[Records from a data collection]
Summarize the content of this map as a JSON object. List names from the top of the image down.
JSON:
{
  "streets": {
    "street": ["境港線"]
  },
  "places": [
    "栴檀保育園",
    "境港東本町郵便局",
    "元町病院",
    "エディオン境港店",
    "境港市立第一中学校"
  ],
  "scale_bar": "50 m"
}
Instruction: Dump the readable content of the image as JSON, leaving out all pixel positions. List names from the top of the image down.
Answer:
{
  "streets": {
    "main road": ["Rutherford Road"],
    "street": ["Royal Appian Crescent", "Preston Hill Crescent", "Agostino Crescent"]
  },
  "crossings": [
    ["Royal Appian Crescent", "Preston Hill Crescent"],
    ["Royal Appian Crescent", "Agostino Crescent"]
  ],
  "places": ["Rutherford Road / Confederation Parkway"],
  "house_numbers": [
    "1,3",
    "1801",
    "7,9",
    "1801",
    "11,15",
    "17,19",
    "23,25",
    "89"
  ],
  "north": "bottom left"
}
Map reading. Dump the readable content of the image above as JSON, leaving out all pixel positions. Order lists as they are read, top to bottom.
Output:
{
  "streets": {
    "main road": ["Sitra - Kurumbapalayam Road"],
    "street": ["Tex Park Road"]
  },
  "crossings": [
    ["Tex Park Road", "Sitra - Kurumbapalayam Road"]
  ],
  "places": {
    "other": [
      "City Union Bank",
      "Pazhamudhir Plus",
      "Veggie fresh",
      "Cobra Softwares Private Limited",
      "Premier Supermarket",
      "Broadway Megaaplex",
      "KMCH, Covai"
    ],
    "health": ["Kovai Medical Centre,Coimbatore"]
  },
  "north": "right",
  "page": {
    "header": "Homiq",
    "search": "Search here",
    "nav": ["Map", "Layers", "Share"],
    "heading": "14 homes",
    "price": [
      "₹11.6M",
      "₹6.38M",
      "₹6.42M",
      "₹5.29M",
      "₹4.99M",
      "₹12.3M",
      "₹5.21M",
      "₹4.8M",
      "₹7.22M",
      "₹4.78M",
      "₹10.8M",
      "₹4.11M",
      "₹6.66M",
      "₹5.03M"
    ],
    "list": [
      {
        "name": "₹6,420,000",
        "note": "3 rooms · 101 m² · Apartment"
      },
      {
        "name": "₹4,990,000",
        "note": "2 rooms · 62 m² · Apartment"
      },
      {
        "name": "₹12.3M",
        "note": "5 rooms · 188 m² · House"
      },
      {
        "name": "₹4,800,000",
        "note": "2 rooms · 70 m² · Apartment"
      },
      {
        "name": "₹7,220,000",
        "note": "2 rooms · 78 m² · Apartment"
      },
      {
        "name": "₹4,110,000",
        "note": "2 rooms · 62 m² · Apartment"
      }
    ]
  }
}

**WORK TO COMPLETE**
From the first line to the last, repeat the records exactly.

**WRITTEN ANSWER**
Summarize the content of this map as a JSON object. List names from the top of the image down.
JSON:
{
  "streets": {
    "street": ["境港線"]
  },
  "places": [
    "栴檀保育園",
    "境港東本町郵便局",
    "元町病院",
    "エディオン境港店",
    "境港市立第一中学校"
  ],
  "scale_bar": "50 m"
}
Instruction: Dump the readable content of the image as JSON, leaving out all pixel positions. List names from the top of the image down.
Answer:
{
  "streets": {
    "main road": ["Rutherford Road"],
    "street": ["Royal Appian Crescent", "Preston Hill Crescent", "Agostino Crescent"]
  },
  "crossings": [
    ["Royal Appian Crescent", "Preston Hill Crescent"],
    ["Royal Appian Crescent", "Agostino Crescent"]
  ],
  "places": ["Rutherford Road / Confederation Parkway"],
  "house_numbers": [
    "1,3",
    "1801",
    "7,9",
    "1801",
    "11,15",
    "17,19",
    "23,25",
    "89"
  ],
  "north": "bottom left"
}
Map reading. Dump the readable content of the image above as JSON, leaving out all pixel positions. Order lists as they are read, top to bottom.
Output:
{
  "streets": {
    "main road": ["Sitra - Kurumbapalayam Road"],
    "street": ["Tex Park Road"]
  },
  "crossings": [
    ["Tex Park Road", "Sitra - Kurumbapalayam Road"]
  ],
  "places": {
    "other": [
      "City Union Bank",
      "Pazhamudhir Plus",
      "Veggie fresh",
      "Cobra Softwares Private Limited",
      "Premier Supermarket",
      "Broadway Megaaplex",
      "KMCH, Covai"
    ],
    "health": ["Kovai Medical Centre,Coimbatore"]
  },
  "north": "right",
  "page": {
    "header": "Homiq",
    "search": "Search here",
    "nav": ["Map", "Layers", "Share"],
    "heading": "14 homes",
    "price": [
      "₹11.6M",
      "₹6.38M",
      "₹6.42M",
      "₹5.29M",
      "₹4.99M",
      "₹12.3M",
      "₹5.21M",
      "₹4.8M",
      "₹7.22M",
      "₹4.78M",
      "₹10.8M",
      "₹4.11M",
      "₹6.66M",
      "₹5.03M"
    ],
    "list": [
      {
        "name": "₹6,420,000",
        "note": "3 rooms · 101 m² · Apartment"
      },
      {
        "name": "₹4,990,000",
        "note": "2 rooms · 62 m² · Apartment"
      },
      {
        "name": "₹12.3M",
        "note": "5 rooms · 188 m² · House"
      },
      {
        "name": "₹4,800,000",
        "note": "2 rooms · 70 m² · Apartment"
      },
      {
        "name": "₹7,220,000",
        "note": "2 rooms · 78 m² · Apartment"
      },
      {
        "name": "₹4,110,000",
        "note": "2 rooms · 62 m² · Apartment"
      }
    ]
  }
}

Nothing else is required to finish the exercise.